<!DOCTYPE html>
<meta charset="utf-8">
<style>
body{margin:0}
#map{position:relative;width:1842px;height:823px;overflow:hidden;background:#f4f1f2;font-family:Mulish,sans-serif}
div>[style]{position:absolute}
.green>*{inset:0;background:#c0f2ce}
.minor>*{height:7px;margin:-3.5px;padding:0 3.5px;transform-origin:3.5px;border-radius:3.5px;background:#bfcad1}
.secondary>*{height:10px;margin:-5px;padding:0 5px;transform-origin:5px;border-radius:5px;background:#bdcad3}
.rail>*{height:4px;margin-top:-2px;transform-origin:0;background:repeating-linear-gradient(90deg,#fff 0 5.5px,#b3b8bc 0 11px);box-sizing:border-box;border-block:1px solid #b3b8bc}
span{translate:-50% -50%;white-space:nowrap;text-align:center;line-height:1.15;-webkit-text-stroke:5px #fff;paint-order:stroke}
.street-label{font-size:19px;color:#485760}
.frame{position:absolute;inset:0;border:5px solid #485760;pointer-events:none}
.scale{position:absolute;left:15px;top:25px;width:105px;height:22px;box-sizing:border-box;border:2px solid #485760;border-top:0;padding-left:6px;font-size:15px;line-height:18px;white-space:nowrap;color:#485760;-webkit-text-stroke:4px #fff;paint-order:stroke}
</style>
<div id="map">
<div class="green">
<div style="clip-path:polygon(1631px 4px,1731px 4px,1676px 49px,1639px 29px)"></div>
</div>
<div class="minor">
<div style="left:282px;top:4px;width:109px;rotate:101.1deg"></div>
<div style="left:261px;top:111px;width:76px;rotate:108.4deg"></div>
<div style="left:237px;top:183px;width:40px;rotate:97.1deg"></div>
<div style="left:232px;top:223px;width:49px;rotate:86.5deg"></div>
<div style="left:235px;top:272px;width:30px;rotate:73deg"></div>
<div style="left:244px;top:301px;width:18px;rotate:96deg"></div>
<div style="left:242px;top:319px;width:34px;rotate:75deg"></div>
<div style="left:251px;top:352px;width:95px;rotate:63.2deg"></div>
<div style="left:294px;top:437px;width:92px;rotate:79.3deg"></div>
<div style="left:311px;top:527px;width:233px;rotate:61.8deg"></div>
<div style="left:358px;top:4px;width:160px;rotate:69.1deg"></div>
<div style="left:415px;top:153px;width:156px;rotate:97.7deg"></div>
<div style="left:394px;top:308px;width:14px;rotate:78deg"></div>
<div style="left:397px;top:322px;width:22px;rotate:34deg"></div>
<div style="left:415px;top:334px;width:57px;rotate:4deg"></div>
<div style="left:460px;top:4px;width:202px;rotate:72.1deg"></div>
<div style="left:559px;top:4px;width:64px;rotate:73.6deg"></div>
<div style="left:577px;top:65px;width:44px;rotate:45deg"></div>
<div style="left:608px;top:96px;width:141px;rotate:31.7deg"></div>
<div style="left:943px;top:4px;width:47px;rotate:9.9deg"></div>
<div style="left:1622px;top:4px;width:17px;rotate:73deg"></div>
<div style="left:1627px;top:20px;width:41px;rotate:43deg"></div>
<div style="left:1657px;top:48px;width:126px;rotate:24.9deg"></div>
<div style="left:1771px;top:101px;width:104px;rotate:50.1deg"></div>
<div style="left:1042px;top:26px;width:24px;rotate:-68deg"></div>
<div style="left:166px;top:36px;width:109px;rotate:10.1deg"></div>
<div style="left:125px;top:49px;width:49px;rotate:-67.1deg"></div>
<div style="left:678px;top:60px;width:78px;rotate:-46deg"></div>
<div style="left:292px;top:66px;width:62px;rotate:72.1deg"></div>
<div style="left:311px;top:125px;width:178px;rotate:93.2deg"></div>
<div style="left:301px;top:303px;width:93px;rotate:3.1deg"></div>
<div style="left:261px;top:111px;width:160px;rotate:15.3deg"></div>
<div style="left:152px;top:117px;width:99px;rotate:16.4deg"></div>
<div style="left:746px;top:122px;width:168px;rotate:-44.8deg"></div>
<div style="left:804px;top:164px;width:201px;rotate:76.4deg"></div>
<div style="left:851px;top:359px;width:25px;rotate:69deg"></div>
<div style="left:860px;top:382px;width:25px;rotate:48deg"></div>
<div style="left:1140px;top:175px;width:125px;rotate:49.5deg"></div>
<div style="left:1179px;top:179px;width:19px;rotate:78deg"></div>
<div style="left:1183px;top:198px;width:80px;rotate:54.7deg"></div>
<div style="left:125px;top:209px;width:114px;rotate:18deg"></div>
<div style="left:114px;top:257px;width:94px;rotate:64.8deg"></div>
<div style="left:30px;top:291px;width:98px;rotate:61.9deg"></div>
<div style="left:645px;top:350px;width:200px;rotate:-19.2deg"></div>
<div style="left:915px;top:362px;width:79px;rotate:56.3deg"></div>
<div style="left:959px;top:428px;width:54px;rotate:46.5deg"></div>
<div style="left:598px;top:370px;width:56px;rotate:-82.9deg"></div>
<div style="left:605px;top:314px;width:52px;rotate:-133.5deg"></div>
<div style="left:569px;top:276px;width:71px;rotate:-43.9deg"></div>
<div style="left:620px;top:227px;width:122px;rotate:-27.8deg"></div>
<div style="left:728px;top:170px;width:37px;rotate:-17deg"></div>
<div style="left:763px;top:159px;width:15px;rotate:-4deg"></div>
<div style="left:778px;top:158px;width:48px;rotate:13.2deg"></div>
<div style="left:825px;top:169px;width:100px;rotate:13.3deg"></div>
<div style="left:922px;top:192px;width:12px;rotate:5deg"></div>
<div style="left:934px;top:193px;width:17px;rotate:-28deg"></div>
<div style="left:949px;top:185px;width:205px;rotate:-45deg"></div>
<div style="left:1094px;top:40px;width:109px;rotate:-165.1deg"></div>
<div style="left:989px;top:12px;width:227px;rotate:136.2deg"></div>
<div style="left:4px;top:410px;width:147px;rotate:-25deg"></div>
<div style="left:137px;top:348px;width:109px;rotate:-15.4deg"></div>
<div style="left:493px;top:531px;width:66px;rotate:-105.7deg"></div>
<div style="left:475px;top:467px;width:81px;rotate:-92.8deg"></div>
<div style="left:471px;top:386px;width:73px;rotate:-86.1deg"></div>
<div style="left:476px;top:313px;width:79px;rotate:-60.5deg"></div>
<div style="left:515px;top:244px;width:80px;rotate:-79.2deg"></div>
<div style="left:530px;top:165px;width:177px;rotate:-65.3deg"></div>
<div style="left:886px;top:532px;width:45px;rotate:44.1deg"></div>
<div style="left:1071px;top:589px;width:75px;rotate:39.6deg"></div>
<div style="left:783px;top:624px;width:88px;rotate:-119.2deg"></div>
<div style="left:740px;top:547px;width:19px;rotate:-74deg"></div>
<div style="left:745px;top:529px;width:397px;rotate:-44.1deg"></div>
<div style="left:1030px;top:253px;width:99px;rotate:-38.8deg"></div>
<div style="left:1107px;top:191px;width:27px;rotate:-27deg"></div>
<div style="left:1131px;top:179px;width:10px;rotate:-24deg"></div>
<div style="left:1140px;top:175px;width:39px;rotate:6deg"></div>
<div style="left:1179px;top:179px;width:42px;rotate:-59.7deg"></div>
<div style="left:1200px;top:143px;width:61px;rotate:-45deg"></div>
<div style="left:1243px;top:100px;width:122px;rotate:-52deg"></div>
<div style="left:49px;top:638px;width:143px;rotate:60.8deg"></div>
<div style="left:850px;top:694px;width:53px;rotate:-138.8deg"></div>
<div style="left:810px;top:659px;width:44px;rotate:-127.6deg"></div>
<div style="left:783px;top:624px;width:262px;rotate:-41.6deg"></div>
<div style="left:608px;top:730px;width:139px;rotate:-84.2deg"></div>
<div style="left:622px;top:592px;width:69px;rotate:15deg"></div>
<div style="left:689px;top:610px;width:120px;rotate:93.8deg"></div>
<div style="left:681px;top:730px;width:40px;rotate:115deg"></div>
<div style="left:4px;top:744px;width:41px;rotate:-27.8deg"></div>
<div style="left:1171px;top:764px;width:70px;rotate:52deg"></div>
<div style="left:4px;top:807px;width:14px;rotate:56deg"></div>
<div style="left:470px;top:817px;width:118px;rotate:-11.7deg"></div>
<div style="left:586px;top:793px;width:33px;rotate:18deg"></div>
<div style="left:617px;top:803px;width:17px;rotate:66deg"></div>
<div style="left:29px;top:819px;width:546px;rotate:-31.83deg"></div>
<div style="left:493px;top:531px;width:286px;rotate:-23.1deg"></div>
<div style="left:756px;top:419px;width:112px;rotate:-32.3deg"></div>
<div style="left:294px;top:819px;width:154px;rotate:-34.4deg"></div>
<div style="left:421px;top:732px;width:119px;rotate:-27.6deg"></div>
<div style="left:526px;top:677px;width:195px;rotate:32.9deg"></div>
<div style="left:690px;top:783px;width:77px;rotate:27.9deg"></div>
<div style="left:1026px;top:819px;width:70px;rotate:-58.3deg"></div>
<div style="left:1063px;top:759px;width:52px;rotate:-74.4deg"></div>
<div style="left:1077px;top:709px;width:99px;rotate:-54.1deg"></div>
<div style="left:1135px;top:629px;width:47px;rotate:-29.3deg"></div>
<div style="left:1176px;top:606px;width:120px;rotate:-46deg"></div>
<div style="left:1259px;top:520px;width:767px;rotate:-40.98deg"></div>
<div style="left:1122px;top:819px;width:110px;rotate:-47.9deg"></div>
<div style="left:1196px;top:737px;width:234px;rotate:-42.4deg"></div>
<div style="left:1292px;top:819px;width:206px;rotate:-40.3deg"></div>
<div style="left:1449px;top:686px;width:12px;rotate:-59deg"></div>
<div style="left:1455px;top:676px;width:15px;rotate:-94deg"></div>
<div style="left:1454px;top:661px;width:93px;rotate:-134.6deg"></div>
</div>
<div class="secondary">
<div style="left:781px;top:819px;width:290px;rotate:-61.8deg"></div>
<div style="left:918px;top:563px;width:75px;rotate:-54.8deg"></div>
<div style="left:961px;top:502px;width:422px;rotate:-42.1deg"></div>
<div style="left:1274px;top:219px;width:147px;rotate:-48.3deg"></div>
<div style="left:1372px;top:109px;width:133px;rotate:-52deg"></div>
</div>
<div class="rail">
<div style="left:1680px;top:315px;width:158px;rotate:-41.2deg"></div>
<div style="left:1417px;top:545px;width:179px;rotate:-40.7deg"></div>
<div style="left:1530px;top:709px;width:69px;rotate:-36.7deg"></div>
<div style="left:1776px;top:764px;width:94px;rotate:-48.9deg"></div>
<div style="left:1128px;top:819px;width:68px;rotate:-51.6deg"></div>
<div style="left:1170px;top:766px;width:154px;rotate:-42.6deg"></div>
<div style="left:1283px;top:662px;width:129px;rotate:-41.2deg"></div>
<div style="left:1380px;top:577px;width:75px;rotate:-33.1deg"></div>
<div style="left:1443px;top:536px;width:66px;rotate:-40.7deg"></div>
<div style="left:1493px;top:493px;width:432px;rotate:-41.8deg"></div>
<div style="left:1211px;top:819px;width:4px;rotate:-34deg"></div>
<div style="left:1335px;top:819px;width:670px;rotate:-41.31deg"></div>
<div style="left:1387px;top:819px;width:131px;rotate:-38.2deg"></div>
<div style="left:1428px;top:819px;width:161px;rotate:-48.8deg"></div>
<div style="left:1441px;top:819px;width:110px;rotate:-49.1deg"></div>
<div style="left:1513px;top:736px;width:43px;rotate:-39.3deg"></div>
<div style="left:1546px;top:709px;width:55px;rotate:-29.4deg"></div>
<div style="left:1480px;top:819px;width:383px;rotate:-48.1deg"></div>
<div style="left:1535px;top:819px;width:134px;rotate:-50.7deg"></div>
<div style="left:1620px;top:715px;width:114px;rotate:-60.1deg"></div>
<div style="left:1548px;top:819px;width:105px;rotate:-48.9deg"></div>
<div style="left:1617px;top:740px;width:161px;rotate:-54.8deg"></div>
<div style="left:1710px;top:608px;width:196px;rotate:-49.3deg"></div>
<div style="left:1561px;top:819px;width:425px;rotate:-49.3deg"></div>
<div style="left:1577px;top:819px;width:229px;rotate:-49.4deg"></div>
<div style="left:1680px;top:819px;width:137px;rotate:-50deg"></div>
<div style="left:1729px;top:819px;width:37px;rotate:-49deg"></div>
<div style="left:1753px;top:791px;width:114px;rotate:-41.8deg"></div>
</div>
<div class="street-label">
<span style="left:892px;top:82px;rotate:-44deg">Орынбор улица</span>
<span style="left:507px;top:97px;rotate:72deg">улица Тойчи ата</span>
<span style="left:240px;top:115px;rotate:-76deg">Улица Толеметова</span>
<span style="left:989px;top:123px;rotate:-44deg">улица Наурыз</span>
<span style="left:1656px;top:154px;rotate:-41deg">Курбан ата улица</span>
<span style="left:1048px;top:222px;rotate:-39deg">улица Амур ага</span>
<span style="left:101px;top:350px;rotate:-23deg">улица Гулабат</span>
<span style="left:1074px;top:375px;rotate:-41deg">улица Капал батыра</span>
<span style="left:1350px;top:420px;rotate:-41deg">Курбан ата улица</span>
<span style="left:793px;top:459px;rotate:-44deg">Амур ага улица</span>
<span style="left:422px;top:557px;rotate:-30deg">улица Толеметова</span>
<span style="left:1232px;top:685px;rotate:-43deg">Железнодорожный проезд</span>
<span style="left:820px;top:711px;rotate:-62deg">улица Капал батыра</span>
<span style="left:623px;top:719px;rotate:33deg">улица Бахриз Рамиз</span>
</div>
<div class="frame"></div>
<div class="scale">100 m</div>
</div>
-*-
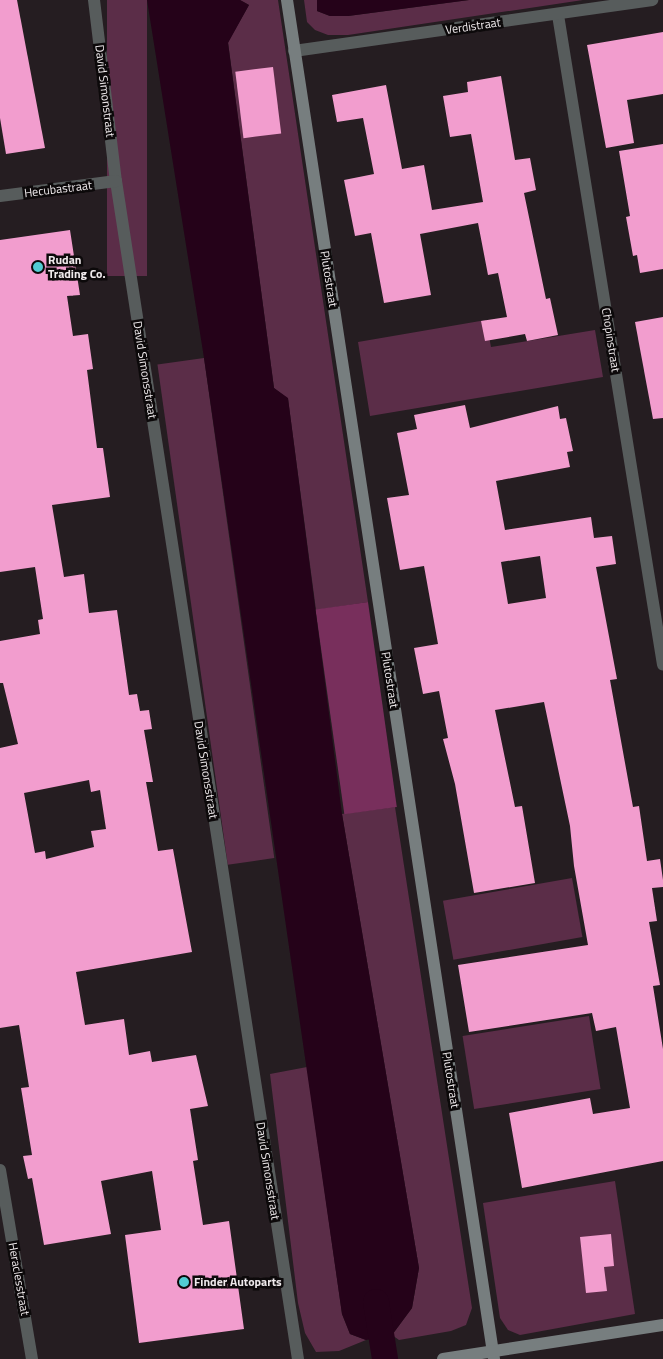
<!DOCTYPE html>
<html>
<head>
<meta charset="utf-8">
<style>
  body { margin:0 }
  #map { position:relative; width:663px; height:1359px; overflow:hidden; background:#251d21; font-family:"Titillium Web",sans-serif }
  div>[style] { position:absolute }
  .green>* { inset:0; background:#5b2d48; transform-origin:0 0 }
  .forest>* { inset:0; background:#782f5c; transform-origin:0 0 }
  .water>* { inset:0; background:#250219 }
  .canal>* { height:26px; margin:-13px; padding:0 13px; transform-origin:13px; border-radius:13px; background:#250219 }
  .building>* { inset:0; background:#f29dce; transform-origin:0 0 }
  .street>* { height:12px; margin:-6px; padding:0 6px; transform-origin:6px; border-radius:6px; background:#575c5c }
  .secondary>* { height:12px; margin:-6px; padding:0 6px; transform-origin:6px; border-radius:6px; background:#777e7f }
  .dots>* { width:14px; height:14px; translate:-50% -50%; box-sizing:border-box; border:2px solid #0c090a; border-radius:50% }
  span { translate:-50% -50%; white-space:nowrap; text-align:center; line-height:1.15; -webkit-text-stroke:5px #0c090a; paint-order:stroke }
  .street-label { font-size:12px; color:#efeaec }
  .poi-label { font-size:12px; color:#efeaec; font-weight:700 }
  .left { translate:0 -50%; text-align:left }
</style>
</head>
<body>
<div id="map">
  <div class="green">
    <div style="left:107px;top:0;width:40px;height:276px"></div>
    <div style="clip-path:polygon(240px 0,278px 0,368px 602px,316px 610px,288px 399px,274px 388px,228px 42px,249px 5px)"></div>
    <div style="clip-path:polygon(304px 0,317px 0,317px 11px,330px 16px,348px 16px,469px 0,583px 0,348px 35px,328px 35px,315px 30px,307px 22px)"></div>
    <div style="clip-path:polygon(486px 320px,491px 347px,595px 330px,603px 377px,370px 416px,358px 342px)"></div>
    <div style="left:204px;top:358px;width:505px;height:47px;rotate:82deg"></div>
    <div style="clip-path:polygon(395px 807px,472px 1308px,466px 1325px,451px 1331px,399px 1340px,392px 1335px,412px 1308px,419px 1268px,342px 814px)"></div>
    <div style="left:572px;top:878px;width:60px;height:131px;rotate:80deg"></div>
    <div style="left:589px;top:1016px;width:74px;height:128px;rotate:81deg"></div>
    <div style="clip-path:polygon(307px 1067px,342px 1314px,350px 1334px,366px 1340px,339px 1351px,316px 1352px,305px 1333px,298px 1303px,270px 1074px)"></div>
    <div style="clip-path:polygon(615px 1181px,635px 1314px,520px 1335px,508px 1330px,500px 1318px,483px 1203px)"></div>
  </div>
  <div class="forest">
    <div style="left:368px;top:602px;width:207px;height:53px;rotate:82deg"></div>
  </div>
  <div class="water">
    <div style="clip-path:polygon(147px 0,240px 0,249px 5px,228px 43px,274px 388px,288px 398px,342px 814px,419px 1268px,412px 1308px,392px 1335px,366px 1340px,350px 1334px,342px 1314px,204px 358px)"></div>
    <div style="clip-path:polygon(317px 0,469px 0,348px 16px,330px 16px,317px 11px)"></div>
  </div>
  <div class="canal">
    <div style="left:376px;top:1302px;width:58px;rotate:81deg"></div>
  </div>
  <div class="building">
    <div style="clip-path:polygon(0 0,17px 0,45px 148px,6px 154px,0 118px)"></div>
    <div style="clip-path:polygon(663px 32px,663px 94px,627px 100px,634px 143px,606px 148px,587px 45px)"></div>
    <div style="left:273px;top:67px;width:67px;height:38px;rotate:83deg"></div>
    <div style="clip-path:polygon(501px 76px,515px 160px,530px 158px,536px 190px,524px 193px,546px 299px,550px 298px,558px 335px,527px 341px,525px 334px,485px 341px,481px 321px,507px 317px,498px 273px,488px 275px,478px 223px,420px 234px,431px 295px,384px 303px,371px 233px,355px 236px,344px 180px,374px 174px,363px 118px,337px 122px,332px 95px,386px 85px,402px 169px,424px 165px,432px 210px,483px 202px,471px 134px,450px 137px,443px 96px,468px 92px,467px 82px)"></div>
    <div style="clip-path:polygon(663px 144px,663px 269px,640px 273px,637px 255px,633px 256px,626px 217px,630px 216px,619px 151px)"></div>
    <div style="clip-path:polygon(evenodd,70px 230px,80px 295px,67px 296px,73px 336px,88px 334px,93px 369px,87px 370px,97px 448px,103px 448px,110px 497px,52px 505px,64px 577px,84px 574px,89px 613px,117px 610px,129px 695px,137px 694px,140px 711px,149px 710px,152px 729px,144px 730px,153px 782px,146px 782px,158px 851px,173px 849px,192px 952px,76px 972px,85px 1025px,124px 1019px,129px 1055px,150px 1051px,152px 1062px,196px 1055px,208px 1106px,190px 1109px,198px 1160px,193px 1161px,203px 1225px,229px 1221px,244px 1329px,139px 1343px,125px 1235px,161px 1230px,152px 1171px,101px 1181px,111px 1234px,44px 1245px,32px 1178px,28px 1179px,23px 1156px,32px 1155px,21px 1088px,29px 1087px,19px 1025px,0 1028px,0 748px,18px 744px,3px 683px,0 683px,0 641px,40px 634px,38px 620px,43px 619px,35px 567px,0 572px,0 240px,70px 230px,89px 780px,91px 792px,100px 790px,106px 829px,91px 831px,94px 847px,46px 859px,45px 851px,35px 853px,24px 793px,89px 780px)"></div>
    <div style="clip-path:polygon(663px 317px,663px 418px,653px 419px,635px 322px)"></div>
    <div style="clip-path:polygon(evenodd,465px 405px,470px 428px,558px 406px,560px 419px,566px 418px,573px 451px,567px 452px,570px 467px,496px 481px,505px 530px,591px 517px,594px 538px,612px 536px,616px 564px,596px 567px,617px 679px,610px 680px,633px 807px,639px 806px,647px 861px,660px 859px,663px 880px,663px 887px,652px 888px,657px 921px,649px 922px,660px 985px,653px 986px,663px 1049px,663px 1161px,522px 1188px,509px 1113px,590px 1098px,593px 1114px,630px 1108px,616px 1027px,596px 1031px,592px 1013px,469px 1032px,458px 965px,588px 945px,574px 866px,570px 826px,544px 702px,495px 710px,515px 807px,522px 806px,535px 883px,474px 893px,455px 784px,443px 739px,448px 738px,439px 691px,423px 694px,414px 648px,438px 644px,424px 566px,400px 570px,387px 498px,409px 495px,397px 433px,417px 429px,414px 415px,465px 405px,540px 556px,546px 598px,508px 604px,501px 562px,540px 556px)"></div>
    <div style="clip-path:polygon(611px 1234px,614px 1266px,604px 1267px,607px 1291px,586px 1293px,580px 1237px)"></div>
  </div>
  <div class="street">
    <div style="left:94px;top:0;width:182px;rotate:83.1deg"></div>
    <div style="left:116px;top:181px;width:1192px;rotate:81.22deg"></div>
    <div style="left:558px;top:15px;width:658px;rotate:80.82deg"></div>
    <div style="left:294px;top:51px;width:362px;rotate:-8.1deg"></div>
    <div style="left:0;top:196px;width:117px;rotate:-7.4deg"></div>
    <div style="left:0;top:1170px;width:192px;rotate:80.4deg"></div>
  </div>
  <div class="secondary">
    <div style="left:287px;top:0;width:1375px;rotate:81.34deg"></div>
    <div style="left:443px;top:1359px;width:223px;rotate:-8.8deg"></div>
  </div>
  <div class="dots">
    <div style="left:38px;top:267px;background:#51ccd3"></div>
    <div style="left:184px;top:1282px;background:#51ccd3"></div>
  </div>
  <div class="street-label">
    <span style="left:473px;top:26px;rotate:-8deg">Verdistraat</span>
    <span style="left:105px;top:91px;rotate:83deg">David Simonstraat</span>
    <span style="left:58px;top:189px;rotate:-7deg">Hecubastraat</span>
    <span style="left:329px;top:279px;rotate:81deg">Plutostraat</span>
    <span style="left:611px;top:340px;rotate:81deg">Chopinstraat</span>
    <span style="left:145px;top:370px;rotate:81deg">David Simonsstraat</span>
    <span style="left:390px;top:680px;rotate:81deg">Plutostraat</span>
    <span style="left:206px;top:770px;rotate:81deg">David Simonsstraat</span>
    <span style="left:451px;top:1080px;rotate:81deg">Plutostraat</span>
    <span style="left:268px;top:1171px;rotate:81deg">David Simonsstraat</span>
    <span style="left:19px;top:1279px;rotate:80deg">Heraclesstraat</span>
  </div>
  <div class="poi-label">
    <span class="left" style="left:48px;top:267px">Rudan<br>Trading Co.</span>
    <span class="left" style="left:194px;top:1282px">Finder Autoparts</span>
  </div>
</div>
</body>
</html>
-*-
§ Work request
Copy each line from the entries above that has the word "forest" in it.

§ Response area
  .forest>* { inset:0; background:#782f5c; transform-origin:0 0 }
  <div class="forest">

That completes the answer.